Alongside initial grants that could be “in the vicinity of £100,000” rather than the £80,000 figure previously cited, Russo said that filmmakers are also able to re-apply in a later cycle for more money. “The best thing for people to do is talk to us, obviously get their applications in on time but talk to us about their needs. People can come back to us. You might come to us in development. You can come back to us at a later stage where you might be in production.”

“When any filmmaker gets money from Doc Society, we are on board that film as champions and exec producers,” Whipham added. “We will do everything we can to leverage that money to help them get more money into the budget; make introductions and really work for them on behalf of the film.”

Russo and Whipham also emphasised the Fund’s determination to source talent throughout the UK as it reaches out to the “doc curious.” The Fund plans to stage three regional roadshows each year and fund executives have visited Newcastle and Birmingham to date. There will also be a concerted attempt to attract creative and entrepreneurial talents from other fields into the documentary world. The Fund will be working closely with the BFI Network. Filmmakers can also make separate applications to Doc Society’s other funds.

“What is special about documentary as a genre is that the entry point is quite open,” Whipham suggested. “If you look at a lot of bright new talents, they don’t come from traditional backgrounds…we want to encourage people from all kinds of different creative disciplines and backgrounds to really think about documentary as something they can do and experiment in.”

The first round of backed projects are:

Amy Hardie’s Horsemen produced by Sonja Henrici for the Scottish Documentary Institute. Now in development, the project looks at the relationship between a traumatised war veteran and a peak fitness racehorse;

Ella Bee Glendining’s Is There Anybody Out There? is being produced by Janine Marmot at Hot Property. Also in development, this is about a young woman with a rare disability who is searching for others with the same condition when her journey takes an unexpected turn;

Dempsey Rice’s The Animated Mind Of Oliver Sacks is produced by Lori Cheatle for her banner Hard Working Films with Rice and Al Morrow for MetFilm.

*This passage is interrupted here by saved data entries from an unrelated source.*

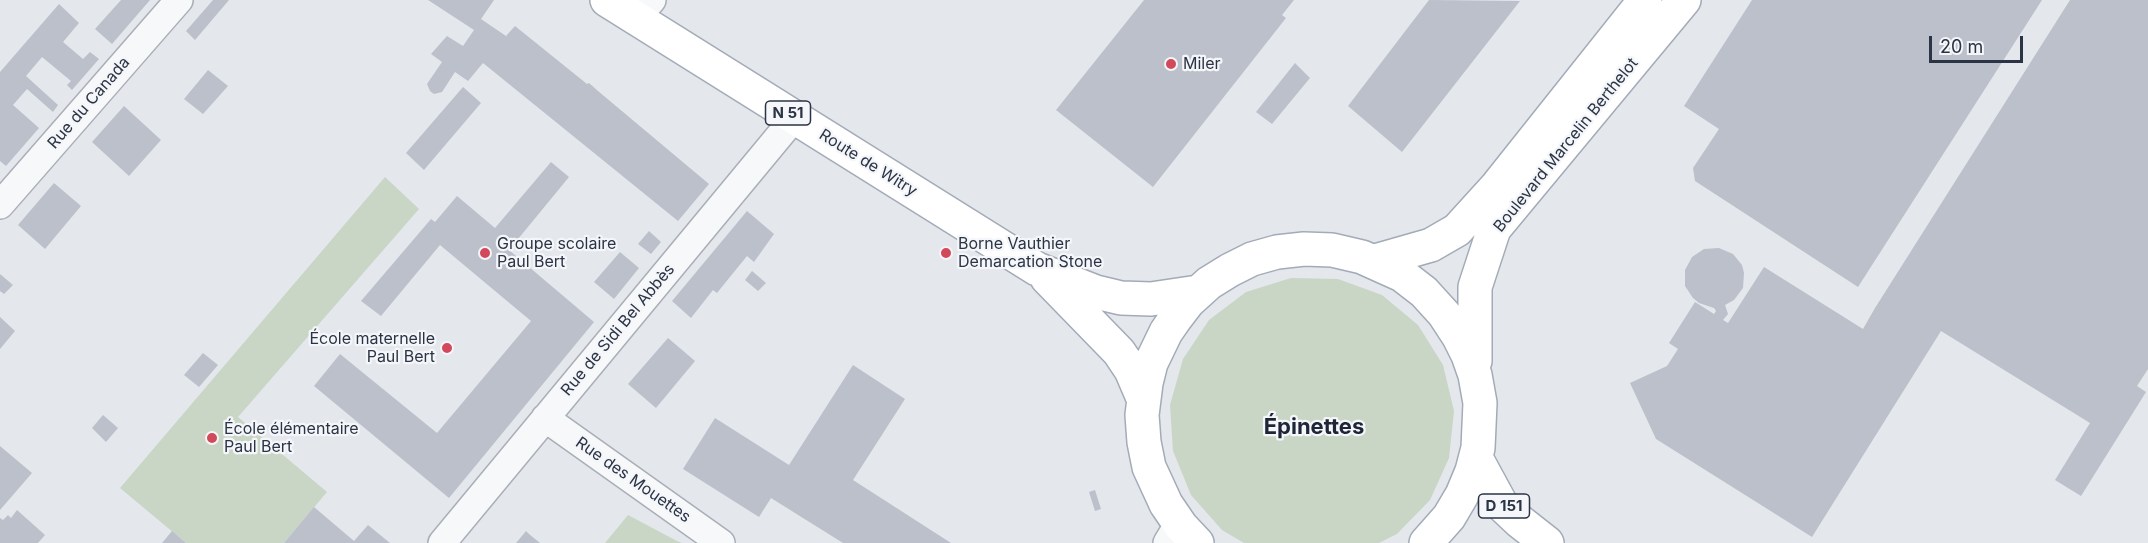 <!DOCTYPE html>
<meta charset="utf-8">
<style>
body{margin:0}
#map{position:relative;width:2148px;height:543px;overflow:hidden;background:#e4e7ec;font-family:Inter,sans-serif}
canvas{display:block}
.scale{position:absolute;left:1929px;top:36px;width:94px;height:27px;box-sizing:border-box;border:3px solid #2b3445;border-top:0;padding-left:8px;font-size:18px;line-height:21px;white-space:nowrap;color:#2b3445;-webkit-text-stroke:4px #f4f6f9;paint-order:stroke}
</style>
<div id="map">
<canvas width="2148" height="543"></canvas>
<div class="scale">20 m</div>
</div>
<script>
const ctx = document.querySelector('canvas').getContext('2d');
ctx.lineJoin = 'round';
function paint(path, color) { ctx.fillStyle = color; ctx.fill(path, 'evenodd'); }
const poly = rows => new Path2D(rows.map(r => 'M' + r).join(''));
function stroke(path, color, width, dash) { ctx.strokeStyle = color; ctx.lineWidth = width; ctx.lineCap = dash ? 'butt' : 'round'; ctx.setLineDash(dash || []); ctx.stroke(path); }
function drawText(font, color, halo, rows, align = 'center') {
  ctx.font = font + ' Inter,sans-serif'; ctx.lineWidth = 4.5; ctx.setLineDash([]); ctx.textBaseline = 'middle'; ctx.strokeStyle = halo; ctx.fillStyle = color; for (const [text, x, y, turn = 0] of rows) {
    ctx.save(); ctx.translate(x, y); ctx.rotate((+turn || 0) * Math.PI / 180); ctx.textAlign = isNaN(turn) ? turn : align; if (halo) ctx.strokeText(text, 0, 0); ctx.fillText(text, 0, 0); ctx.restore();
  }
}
paint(poly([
 [385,177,419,209,238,417,327,492,284,543,186,543,120,488],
 [1291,278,1338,279,1382,295,1418,325,1443,365,1454,411,1449,458,1430,500,1397,534,1379,543,1244,543,1222,530,1191,495,1173,451,1170,405,1183,359,1209,320,1246,292],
 [628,515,677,541,682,543,605,543]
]), '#c9d6c5');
paint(poly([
 [121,0,150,0,112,44,95,29],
 [213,0,229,0,195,40,186,31],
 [428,0,494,0,481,19,506,36,515,26,587,84,589,83,598,91,709,184,678,221,483,63,468,81,455,72,442,92,434,94,430,91,427,84,442,62,431,54,447,36,463,46,474,30],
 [1144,0,1294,0,1282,15,1286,18,1153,187,1056,110],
 [1429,0,1520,1,1402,152,1348,106],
 [1752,0,2042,0,1858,287,1695,181,1693,168,1719,129,1684,106],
 [2070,0,2148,0,2148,369,2137,386,2146,392,2081,496,2055,480,2090,423,1941,331,1812,537,1656,439,1630,383,1667,366,1678,349,1669,343,1695,302,1714,314,1716,311,1714,308,1699,303,1693,298,1685,286,1685,270,1692,257,1704,249,1719,248,1733,254,1742,265,1744,273,1743,288,1734,300,1725,305,1728,314,1723,320,1728,323,1764,267,1863,329,1875,308],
 [59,4,79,23,63,42,83,59,90,52,99,59,72,90,67,85,71,81,42,57,26,76,58,105,53,112,27,89,13,105,39,128,6,166,0,161,0,72],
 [1295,63,1310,78,1272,124,1256,112],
 [208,70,228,86,203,114,184,99],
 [463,87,481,103,424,170,406,153],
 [124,106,161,140,129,176,92,142],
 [551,162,569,177,509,250,594,322,449,498,314,386,340,354,437,433,531,321,440,245,381,316,361,301,431,219,435,222,457,196,495,228],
 [54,183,81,206,45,249,18,225],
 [747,211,774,234,754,262,747,256,717,293,713,290,691,318,672,301],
 [649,231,661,242,651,254,638,244],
 [620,252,639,268,614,299,594,282],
 [752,271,766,283,758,291,745,280],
 [0,274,13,285,4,294,0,291],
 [0,317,15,331,0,349],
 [668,338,695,361,656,408,628,384],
 [203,353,218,365,199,387,184,375],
 [853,365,905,399,853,480,951,543,843,543,771,498,759,517,683,469,715,418,789,465],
 [103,415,118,428,106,442,92,428],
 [0,446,32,473,0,510],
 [1095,490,1101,509,1095,511,1089,492],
 [314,507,354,541,368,525,390,543,284,543],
 [17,510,45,535,38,543,0,543,0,518,3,520,8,515,11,518],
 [172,531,186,543,162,543],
 [526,531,529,534,540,543,516,543]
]), '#bbc0ca');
const street = poly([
 [636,18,652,0],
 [0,205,179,0],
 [545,418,721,543],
 [442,543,795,117],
 [1167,543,1179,523]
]);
const primary = poly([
 [607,0,1037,269,1096,292,1121,298,1151,299,1198,292],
 [1375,261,1431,245,1457,230,1497,186,1645,0],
 [1047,278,1119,352,1131,370,1143,398],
 [1475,361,1475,287,1494,229,1684,0],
 [1476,458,1501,504,1519,521,1547,543],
 [1197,543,1181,526,1166,504,1149,467,1144,442,1142,415,1146,383,1151,363,1166,332,1175,319,1188,302,1209,283,1230,270,1252,259,1277,252,1304,249,1332,250,1362,257,1402,275,1424,292,1444,314,1459,337,1468,355,1475,375,1480,403,1478,448,1472,471,1462,495,1449,517,1426,543]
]);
stroke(street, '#a9aeb7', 30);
stroke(primary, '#a3abb8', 36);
stroke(street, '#f7f8fa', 27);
stroke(primary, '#fff', 33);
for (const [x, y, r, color] of [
 [1171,64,6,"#d1495b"],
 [485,253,6,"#d1495b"],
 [946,253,6,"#d1495b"],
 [447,348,6,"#d1495b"],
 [212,438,6,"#d1495b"]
]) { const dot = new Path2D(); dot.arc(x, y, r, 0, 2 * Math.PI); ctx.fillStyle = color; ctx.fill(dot); stroke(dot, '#f4f6f9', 2); }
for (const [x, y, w] of [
 [788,113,45],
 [1504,506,51]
]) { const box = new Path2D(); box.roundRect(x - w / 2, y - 12, w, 24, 4.5); ctx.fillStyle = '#f4f6f9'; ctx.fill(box); stroke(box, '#2b3445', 1.5); }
drawText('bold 15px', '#2b3445', null, [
 ["N 51",788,113],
 ["D 151",1504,506]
]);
drawText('16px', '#2b3445', '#f4f6f9', [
 ["Miler",1183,64],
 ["Groupe scolaire",497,244],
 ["Paul Bert",497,262],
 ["Borne Vauthier",958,244],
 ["Demarcation Stone",958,262],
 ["École maternelle",435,339,"right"],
 ["Paul Bert",435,357,"right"],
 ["École élémentaire",224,429],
 ["Paul Bert",224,447]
], 'left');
drawText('16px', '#2b3445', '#f4f6f9', [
 ["Rue du Canada",89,103,-49],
 ["Boulevard Marcelin Berthelot",1566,145,-51],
 ["Route de Witry",868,163,32],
 ["Rue de Sidi Bel Abbès",618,330,-50],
 ["Rue des Mouettes",633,480,35]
]);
drawText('bold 22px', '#1d2536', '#f4f6f9', [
 ["Épinettes",1314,427]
]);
</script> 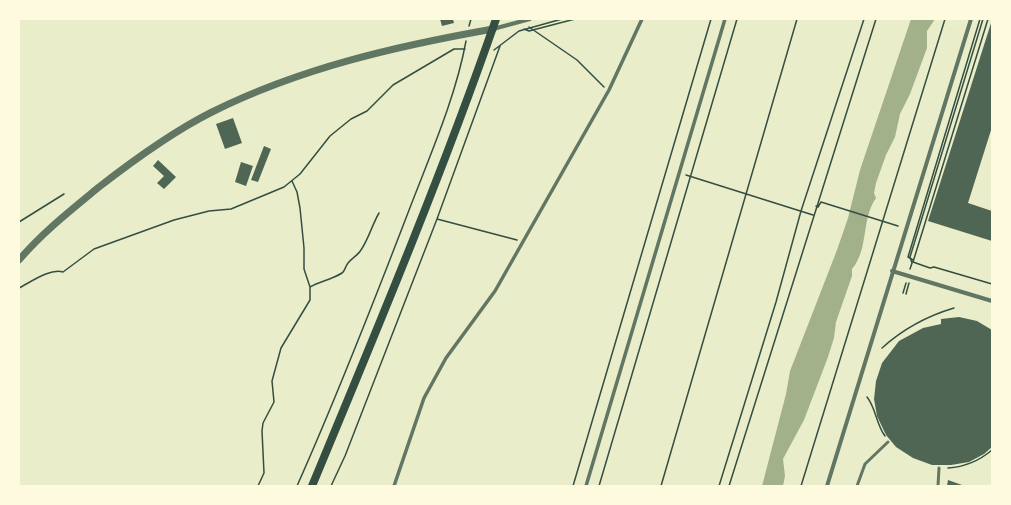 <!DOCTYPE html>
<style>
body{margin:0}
#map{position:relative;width:1011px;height:505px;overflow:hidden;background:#e9edc9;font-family:Mulish,sans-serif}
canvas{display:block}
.frame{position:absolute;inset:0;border:20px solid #fefae0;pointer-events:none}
</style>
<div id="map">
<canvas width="1011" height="505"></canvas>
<div class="frame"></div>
</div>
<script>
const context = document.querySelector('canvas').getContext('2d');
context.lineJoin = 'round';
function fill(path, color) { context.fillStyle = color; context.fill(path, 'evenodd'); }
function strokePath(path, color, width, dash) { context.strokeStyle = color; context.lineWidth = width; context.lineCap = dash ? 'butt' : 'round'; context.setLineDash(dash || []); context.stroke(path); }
fill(new Path2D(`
 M 911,19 L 935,19 L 927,31 L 927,48 L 910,94 L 900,114 L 895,137 L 886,155 L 876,183 L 874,193 L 876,198 C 861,219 869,249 852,269 L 852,276 L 836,322 L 834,338 L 828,357 L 804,420 L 783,459 L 785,476 L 783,486 L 762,486 L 786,394 L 790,371 L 837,250 L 848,218 L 860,170 Z`), '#a3b18a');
fill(new Path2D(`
 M 440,19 L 453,19 L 454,23 L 442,26 Z
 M 992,20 L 992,127 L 968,203 L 992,211 L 992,241 L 928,221 Z
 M 233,118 L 242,143 L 225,149 L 216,124 Z
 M 264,146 L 271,149 L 258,182 L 251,180 Z
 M 158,160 L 176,177 L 164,189 L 157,183 L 164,176 L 153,166 Z
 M 241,162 L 253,166 L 246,186 L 235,182 Z
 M 959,317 L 977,321 L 992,330 L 992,447 L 984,454 L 969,462 L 951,465 L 932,465 L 913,458 L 896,447 L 886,435 L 877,416 L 874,399 L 876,381 L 882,363 L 899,341 L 923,328 L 941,324 L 941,319 Z
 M 948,480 L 962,485 L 962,486 L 947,486 Z`), '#4f6655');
strokePath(new Path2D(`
 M 988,19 L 913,262 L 930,268 L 934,267 L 992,284
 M 469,26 L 471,19
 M 529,27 L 577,60 L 604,87
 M 524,29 L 529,31 L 575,19
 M 494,50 L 519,31 L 562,19
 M 686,175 L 813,215
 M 816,206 L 818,207 L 821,202 L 898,226
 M 437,219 L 517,240
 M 19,222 L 64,194
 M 913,260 L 908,257 L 980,19
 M 910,269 L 912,263 L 910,257 L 983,19
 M 310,287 C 320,281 331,280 342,273 C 345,271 345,267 348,263 C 352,258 358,255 361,250 C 369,238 372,225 379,213
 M 19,288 C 31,282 50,268 63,272 L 94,249 L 174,220 L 209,211 L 231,209 L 284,187 L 300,174 L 330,136 L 351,119 L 367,111 L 393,85 L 454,49 L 465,49
 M 903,293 L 906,283
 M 906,294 L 909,283
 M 882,348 C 903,329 927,316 954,308
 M 867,397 C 876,408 876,424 885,436
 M 948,468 C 964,467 979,461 992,450
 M 258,486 L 264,473 L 262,431 L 263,423 L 274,402 L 272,381 L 281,348 L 310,300 L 310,287 L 304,269 L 304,248 L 300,208 L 297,192 L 292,181
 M 297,486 C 338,394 375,299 411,205 C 431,153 456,96 466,41
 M 331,486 L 345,456 L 437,219 L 500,46
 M 573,486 L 711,19
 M 599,486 L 737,19
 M 661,486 L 797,19
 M 719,486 L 776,302 L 801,211 L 864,19
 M 729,486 L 876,19
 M 801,486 L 945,19`), '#344e41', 1.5);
strokePath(new Path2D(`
 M 857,486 L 865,464 L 888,442
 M 938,486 L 939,468`), '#617663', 3);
strokePath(new Path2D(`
 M 394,486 L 424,398 L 446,358 L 495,291 L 609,90 L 642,19
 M 586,486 L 725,19`), '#617663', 3.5);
strokePath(new Path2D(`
 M 493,29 L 530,19
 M 892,271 L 992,301
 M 827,486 L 971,19`), '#617663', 4);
strokePath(new Path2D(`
 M 19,260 C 43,232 71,210 99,187 C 135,159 172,132 212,112 C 300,68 397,46 493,29`), '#617663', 7);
strokePath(new Path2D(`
 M 312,486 C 376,332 441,177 496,19`), '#344e41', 8);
</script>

Now in production it is described as “a cinematic journey into the life and work of celebrated author and neurologist Oliver Sacks, M.D.” The film is using animation and visuals to explore the line between biography and patient histories, Rice has also been able to draw on 10 years of conversation with Sacks;

Also in production, Rob Lemkin’s Exterminate All The Brutes is produced by Geoff Arbourne at Inside Out Films. It follows British-Nigerian poet and activist Femi Nylander, who travels to West Africa to uncover the secrets of a colonial killer whose spirit lives on;

Hello, Stranger, directed by Beryl Richards and in production, is being produced by Richards and Alex Usborne. It follows Richards’ adopted son on his turbulent journey from the age of one to adulthood;

Jamshid Mojaddadi and Anson Hartford’s Maya is one of the first feature docs on which British and Iranian filmmakers have collaborated. Produced by Hugh Hartford at Banyak Films, it follows Mohsen, head keeper at Mashhad Zoo, as he takes his beloved Bengal tiger Maya to act in a fiction film in the northern part of Iran It is in production;

Joseph Curran and Dominic Aubrey de Vere’s A Story Of Bones, produced by Jo-Jo Ellison through Archer’s Mark, follows chief environmental officer for Saint Helena’s doomed £285m airport project, Annina van Neel-Hayes, who takes on institutional and governmental ambivalence to expose disturbing truths about Britain’s colonial past.

“This slate reflects the passion of creative documentary filmmakers to tell stories which delight, surprise, provoke and enrage viewers with a potency that speaks to our tempestuous times,” said Lisa Marie Russo.